In the records below, tally every line containing "buttons". Report only the total.

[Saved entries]
-- Opening Marker --
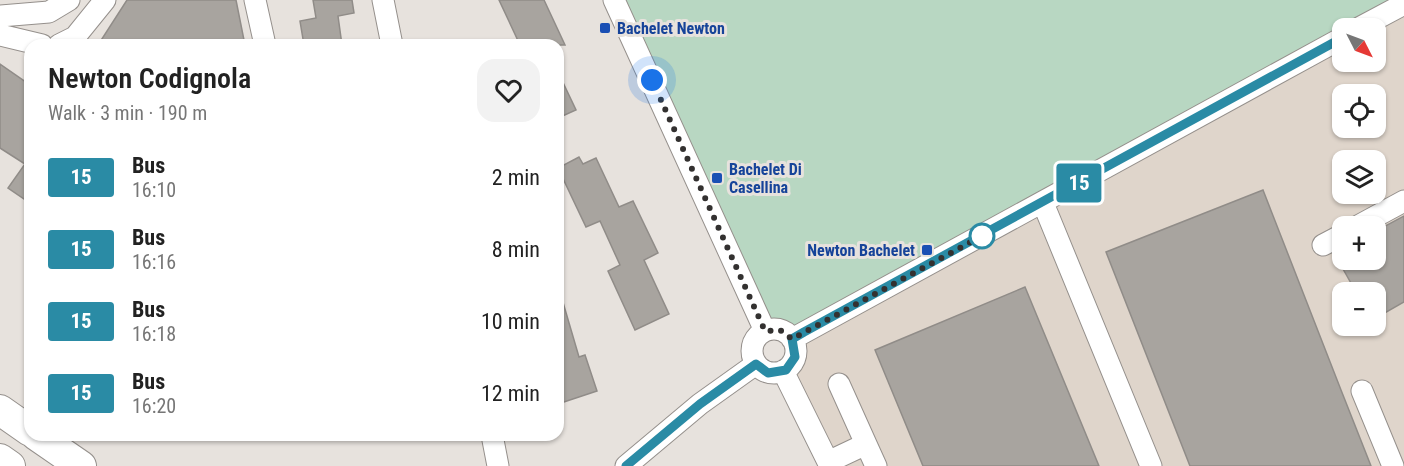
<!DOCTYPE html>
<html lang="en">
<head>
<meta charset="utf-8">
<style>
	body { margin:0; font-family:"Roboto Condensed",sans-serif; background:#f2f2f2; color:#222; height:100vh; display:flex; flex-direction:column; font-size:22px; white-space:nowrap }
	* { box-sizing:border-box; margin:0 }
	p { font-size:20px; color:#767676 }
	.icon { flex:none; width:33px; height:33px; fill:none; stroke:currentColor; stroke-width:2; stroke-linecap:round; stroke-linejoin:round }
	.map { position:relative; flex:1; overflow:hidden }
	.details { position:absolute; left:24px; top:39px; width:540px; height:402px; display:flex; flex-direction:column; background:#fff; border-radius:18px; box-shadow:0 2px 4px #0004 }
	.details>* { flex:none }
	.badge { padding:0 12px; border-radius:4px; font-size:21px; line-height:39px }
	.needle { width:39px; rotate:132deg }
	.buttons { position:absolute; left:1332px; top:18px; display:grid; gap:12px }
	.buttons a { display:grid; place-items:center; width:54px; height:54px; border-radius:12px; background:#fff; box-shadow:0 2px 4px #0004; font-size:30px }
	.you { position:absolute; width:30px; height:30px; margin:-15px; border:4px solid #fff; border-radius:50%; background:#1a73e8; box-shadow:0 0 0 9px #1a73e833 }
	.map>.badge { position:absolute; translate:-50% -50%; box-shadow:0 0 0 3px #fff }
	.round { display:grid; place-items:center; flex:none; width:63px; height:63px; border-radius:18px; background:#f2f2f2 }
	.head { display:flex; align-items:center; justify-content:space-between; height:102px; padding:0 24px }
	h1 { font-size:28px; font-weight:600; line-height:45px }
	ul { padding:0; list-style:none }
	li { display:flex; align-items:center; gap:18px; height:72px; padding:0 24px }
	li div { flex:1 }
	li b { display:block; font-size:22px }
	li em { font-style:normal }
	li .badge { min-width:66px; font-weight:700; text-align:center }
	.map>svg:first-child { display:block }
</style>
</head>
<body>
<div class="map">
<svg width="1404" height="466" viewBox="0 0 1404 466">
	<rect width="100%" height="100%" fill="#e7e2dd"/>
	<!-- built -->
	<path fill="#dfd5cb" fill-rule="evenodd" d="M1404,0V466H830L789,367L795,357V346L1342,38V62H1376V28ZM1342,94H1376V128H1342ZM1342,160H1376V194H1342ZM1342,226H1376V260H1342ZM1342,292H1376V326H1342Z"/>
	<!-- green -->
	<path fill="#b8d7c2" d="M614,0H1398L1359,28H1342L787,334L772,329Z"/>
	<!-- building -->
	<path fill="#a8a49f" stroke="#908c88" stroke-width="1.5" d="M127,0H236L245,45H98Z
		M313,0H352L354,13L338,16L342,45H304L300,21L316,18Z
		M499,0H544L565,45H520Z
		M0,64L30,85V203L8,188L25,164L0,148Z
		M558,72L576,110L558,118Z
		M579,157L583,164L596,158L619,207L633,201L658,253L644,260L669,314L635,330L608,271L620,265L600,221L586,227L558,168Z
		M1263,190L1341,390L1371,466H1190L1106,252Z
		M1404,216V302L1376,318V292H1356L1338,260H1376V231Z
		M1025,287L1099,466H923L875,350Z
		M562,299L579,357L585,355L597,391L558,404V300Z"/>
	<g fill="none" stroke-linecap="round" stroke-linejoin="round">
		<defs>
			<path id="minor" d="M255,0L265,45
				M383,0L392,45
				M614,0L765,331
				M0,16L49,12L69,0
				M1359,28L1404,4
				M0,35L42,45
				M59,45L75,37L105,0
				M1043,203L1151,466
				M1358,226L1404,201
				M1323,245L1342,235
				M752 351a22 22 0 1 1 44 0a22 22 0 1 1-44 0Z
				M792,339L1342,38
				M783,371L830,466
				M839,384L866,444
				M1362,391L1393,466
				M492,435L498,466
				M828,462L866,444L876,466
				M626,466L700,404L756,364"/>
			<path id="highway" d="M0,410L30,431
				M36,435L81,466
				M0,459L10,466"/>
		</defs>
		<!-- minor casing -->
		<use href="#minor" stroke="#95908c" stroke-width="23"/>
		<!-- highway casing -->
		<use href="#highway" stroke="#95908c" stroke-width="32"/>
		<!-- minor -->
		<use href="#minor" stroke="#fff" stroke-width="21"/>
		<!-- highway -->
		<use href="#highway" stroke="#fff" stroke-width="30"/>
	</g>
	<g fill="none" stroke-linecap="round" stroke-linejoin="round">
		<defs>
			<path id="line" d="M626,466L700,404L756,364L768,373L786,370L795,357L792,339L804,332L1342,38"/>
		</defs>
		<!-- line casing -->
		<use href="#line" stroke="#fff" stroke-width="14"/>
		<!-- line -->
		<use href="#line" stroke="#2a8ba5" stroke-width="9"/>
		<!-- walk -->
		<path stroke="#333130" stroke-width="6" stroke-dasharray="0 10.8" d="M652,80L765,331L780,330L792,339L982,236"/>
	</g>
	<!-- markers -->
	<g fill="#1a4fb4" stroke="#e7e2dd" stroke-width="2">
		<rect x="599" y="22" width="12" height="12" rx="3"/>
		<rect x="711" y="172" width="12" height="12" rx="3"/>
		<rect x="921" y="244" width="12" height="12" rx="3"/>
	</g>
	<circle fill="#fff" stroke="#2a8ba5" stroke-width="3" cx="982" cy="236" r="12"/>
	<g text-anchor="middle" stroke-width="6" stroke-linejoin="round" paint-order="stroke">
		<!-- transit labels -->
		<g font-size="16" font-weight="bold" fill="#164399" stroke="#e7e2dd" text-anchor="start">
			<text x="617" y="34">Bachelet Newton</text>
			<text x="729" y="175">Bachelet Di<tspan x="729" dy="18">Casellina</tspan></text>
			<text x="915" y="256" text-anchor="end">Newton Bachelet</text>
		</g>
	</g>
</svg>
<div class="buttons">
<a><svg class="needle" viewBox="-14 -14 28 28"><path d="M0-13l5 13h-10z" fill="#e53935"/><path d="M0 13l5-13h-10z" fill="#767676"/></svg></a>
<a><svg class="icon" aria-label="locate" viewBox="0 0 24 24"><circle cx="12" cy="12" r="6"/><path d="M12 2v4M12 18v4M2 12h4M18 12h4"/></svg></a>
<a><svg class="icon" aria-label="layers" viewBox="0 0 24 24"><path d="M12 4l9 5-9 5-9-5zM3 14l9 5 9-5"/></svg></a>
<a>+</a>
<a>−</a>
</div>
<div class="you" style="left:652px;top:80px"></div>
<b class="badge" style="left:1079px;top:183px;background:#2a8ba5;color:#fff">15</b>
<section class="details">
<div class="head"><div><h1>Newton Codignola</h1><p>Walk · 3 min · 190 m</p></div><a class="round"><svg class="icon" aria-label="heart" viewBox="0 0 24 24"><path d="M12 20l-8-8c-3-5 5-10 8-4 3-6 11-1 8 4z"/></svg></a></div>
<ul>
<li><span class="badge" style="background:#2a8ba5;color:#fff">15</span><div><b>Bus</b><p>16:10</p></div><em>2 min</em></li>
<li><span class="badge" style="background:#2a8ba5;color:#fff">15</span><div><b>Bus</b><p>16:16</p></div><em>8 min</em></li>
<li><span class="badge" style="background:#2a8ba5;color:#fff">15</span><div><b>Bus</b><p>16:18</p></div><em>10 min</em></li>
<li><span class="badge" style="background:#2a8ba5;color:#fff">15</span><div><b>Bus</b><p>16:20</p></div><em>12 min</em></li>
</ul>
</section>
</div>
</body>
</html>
-- Closing Marker --
_Task answer_.
3